### ABOUT THIS TASK
An exact copy of every entry is what's needed, so please transcribe them all.
****************
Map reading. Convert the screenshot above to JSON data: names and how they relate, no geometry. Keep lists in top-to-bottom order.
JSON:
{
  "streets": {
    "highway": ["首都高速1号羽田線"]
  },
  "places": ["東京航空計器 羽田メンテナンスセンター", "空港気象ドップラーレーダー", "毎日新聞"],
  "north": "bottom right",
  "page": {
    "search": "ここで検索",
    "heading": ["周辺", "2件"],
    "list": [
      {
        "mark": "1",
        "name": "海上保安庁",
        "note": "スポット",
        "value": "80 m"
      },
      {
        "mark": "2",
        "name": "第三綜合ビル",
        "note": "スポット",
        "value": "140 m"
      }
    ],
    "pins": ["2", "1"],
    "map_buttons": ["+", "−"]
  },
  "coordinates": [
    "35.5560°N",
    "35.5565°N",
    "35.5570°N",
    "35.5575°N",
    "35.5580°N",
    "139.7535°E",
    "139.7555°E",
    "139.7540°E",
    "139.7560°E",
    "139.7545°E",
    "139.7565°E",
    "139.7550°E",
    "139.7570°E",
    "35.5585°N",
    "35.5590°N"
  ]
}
****************
### WRITTEN SOLUTION
Map reading. Convert the screenshot above to JSON data: names and how they relate, no geometry. Keep lists in top-to-bottom order.
JSON:
{
  "streets": {
    "highway": ["首都高速1号羽田線"]
  },
  "places": ["東京航空計器 羽田メンテナンスセンター", "空港気象ドップラーレーダー", "毎日新聞"],
  "north": "bottom right",
  "page": {
    "search": "ここで検索",
    "heading": ["周辺", "2件"],
    "list": [
      {
        "mark": "1",
        "name": "海上保安庁",
        "note": "スポット",
        "value": "80 m"
      },
      {
        "mark": "2",
        "name": "第三綜合ビル",
        "note": "スポット",
        "value": "140 m"
      }
    ],
    "pins": ["2", "1"],
    "map_buttons": ["+", "−"]
  },
  "coordinates": [
    "35.5560°N",
    "35.5565°N",
    "35.5570°N",
    "35.5575°N",
    "35.5580°N",
    "139.7535°E",
    "139.7555°E",
    "139.7540°E",
    "139.7560°E",
    "139.7545°E",
    "139.7565°E",
    "139.7550°E",
    "139.7570°E",
    "35.5585°N",
    "35.5590°N"
  ]
}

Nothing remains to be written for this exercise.